21世紀の短歌(講演)
1999.10.9 合同歌集『セ パラム』出版記念会
では、これから「21世紀の短歌」というタイトルでお話をさせていただきたいと思います。自分で付けておいてこんなことを言うのはなんですが、「21世紀の短歌」というのはちょっと大袈裟なタイトルでしたね。今がすでに1999年の10月ですから、あともう1年と数か月もすれば21世紀になるわけです。ある意味では「これからの短歌」と簡単に言い換えてもいいわけです。ただ、「これからの短歌」と言うだけではどうしても言いあらわせないような、単純な「これから」ではないような変化が、現代の短歌におとずれている、という印象はあります。世紀の節目、それも千年紀=ミレニアムの節目を前にして、その変化をどのように考え、これからどのような気持ちで短歌を書いていけばいいのか、ということを、みなさんと一緒に考える糸口を見つけたい、そう思ってこのようなタイトルを付けてみました。

さきほどのご紹介の中でも触れていただきましたが、今、岩波書店の企画で、「現代短歌辞典」という本の編集に携わっています。岡井隆さんを監修者として三枝昂之さん、永田和宏さん、小池光さん、道浦母都子さん、俵万智さんたち、全員で11名で編集を進めている企画で、もう三年間もどっぷりとその仕事につかっています。この12月10日にやっと配本されることになりました。「現代短歌辞典」の現代というのは、およそこの100年のことなのですが、辞典のために20世紀の短歌史年表などをあくせくと作成しながら、さきほど申し上げた「変化」というものを、いっそう強く感じることになりました。短歌の20世紀というのは、一つには短歌を書く場所として、歌人たちの集まる場所として、結社の時代だったということが言えると思います。また、もう一つ、近代という時代、つまり安定した価値観のあった時代だったということが言えると思います。今はこの20世紀の2つの柱だった結社という「場所」と近代という「価値観」が大きく変化しようとしています。今から、この「場所の変化」と「価値観すなわち作品の変化」について、少し考えていきたいと思っています。はじめに「場所の変化」の話を少しさせていただきます。それから「価値観・作品の変化」について話を進めて行きたいと思います。

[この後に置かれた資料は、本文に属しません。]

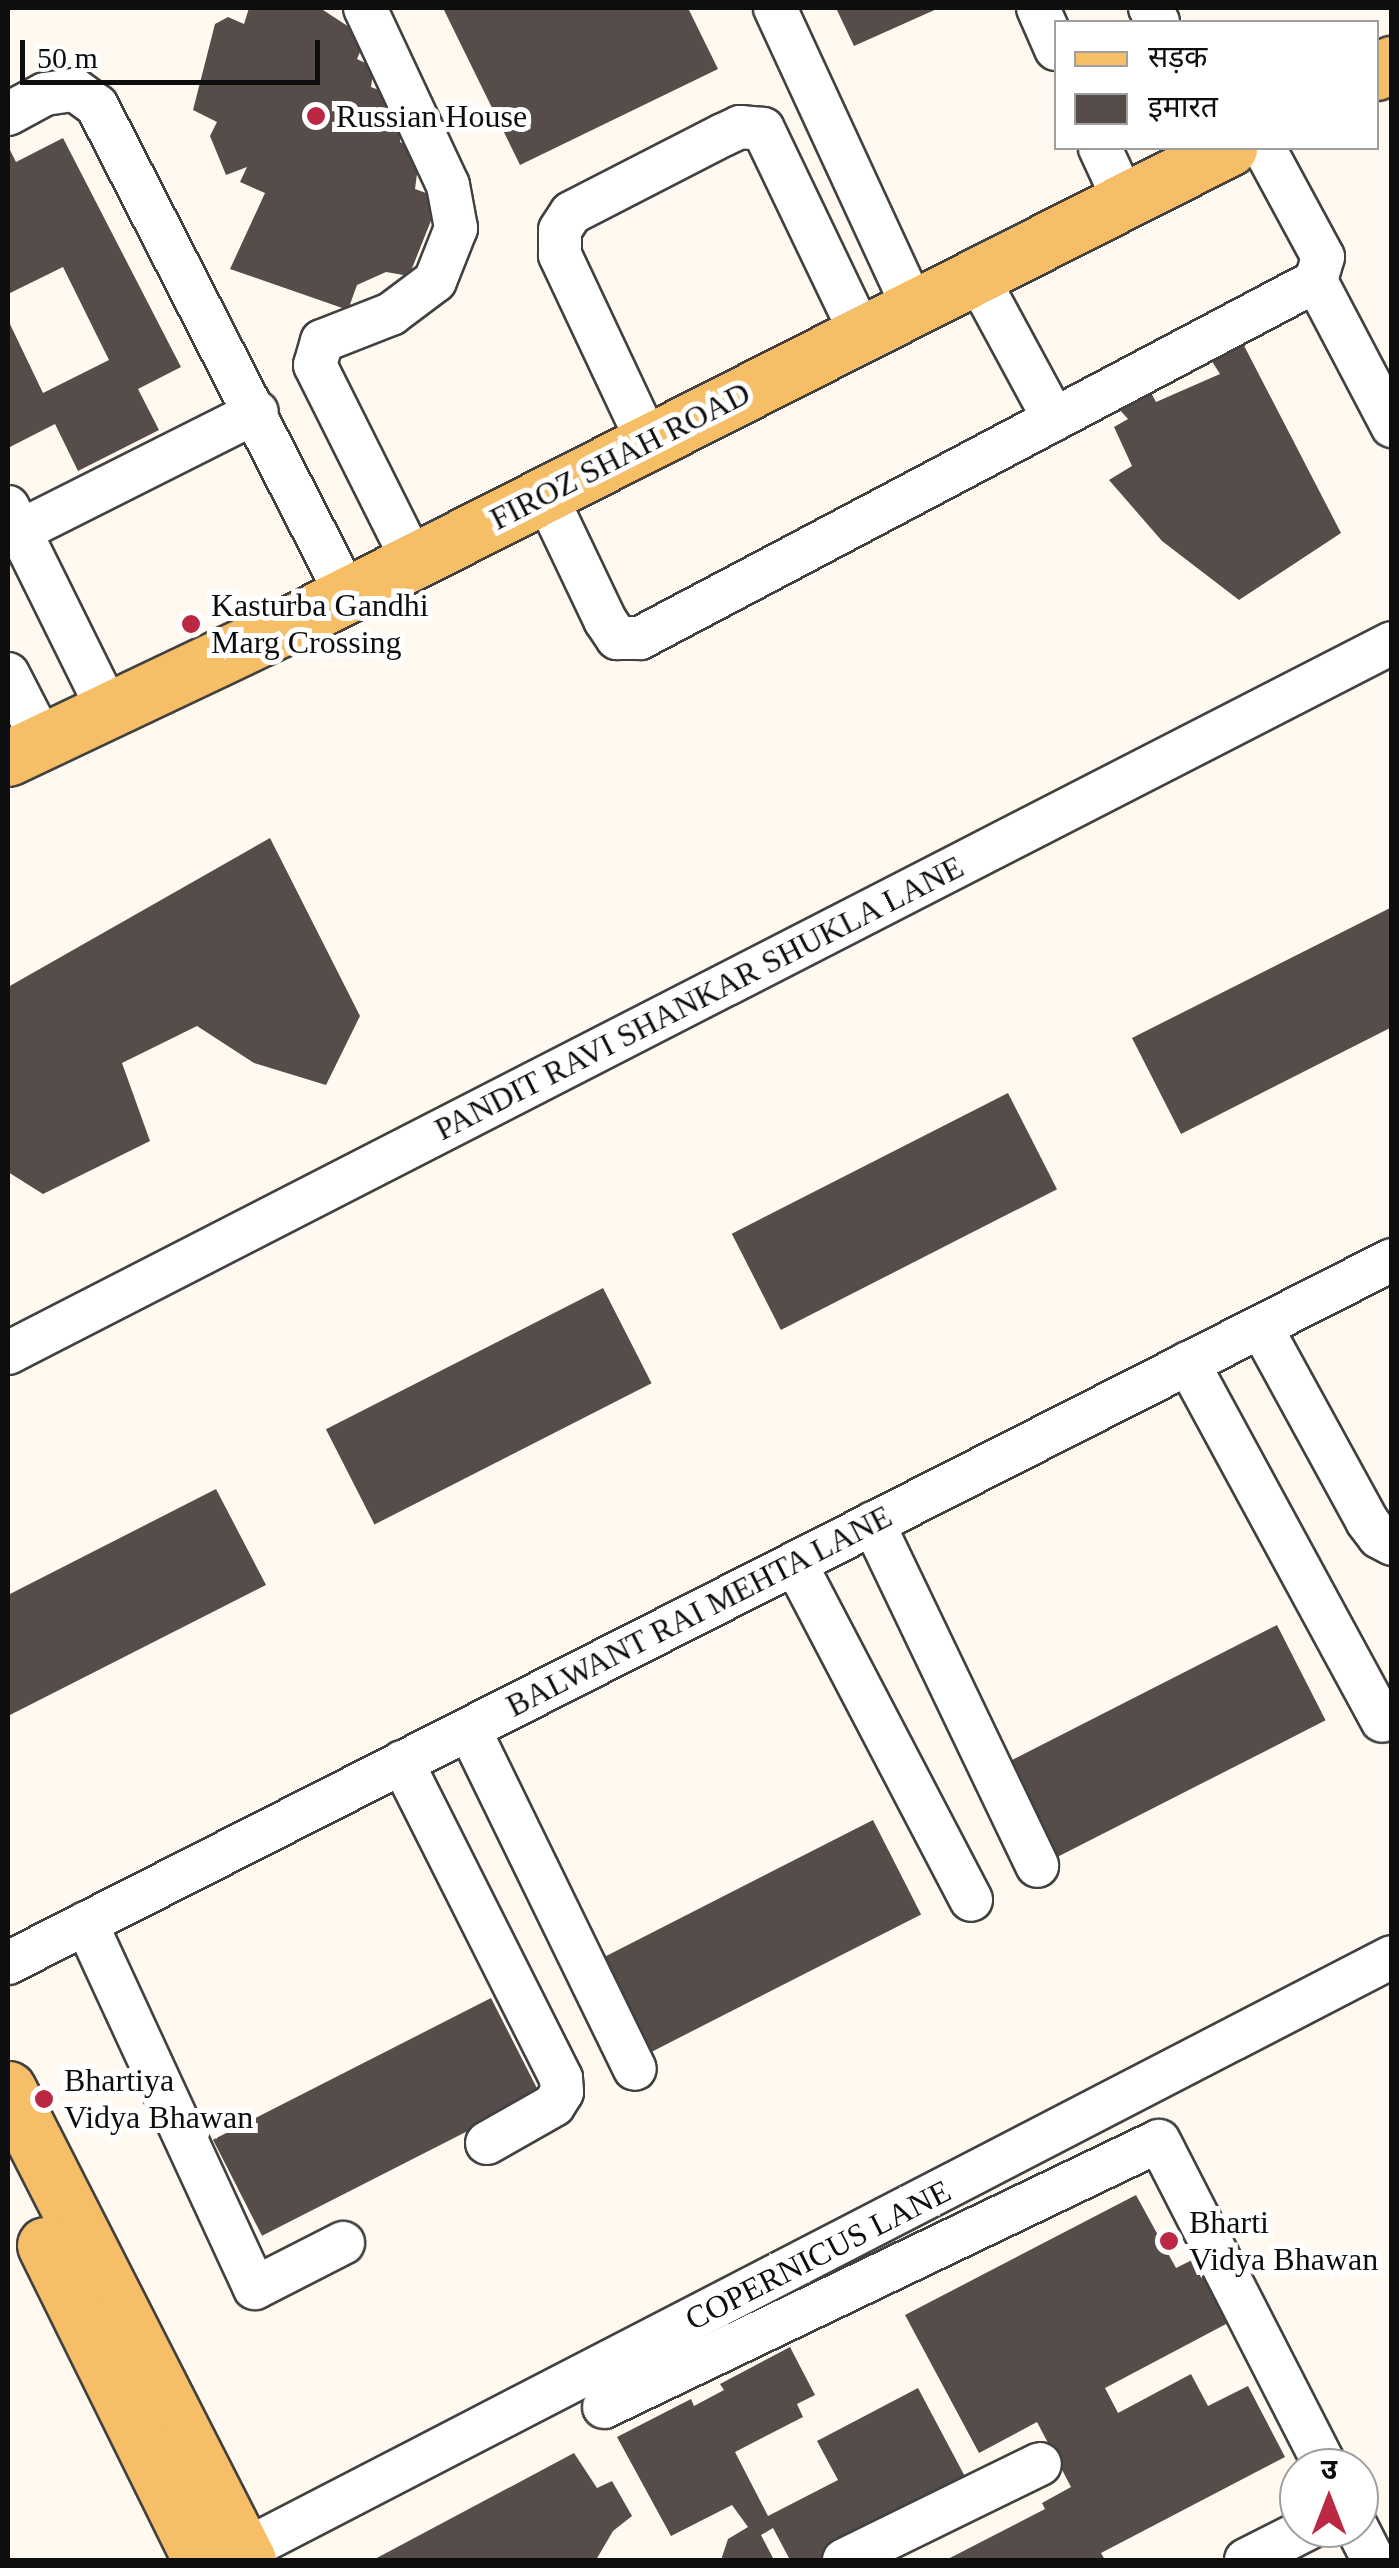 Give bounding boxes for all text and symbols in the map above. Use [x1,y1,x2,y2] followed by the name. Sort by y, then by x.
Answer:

まず、「場所の変化」についてですが、これは作品を発表したり、批評しあったり、歌人が交流する場所の変化ということです。みなさんもご存じのことと思いますが、今もなお、ほとんどの歌人が作品を発表したり批評しあったりするために「短歌結社」に所属しています。書店で販売されている短歌総合誌に、作品や文章が掲載されるとき、筆者名の下にかっこ書きになってそれぞれの所属結社名が入れられていますね。たとえば「心の花」とか「短歌人」とか「かりん」とかいう具合に。あれが「所属結社」です。李正子先生の場合には所属に「未来・風」と入ったりします。「結社」というのは、従来は、主宰、つまり先生がいて、大勢のお弟子さんたちがいてグループを構成していました。先生から厳しい指導を受けて弟子が修行するというスタイルです。最近ではご時世ということもあってか、厳しいというほどの指導をする先生はかなり減ったと思います。また複数の先生がいて、お弟子さんは好きな先生を選んで学ぶというスタイルをとっている結社もあります。大学や予備校や学習塾みたいな感じですね。こうした結社のスタイルというのは、きわめてすぐれた歌人、きわめてすぐれた先生から、短歌の真髄を学ぶことができるわけですから、お弟子さんたちは努力次第でかなりのびてゆけるわけです。けれども、それは、これこそがもっともすばらしい短歌である、短歌はこう書かなければいけない、というはっきりした短歌の価値観というものが存在していてはじめて成立するシステムなわけです。現在のように、それぞれの価値の尺度によって、あれもいいこれもいいと言われる時代、また一人一人の書き手の個性を活かすことがいいと言われる時代には、あまり向かないシステムです。にもかかわらず、まだ結社はしっかりと存在しています。仮に弊害があったとしても、まだまだ歴史的につちかわれて来た多くの利点を活かせるからでしょう。ただ、いずれにせよ新しいシステムを導入しなければ、早晩、結社は滅びると思います。結社は存続していても、実り少ない集団とならざるを得なくなるでしょう。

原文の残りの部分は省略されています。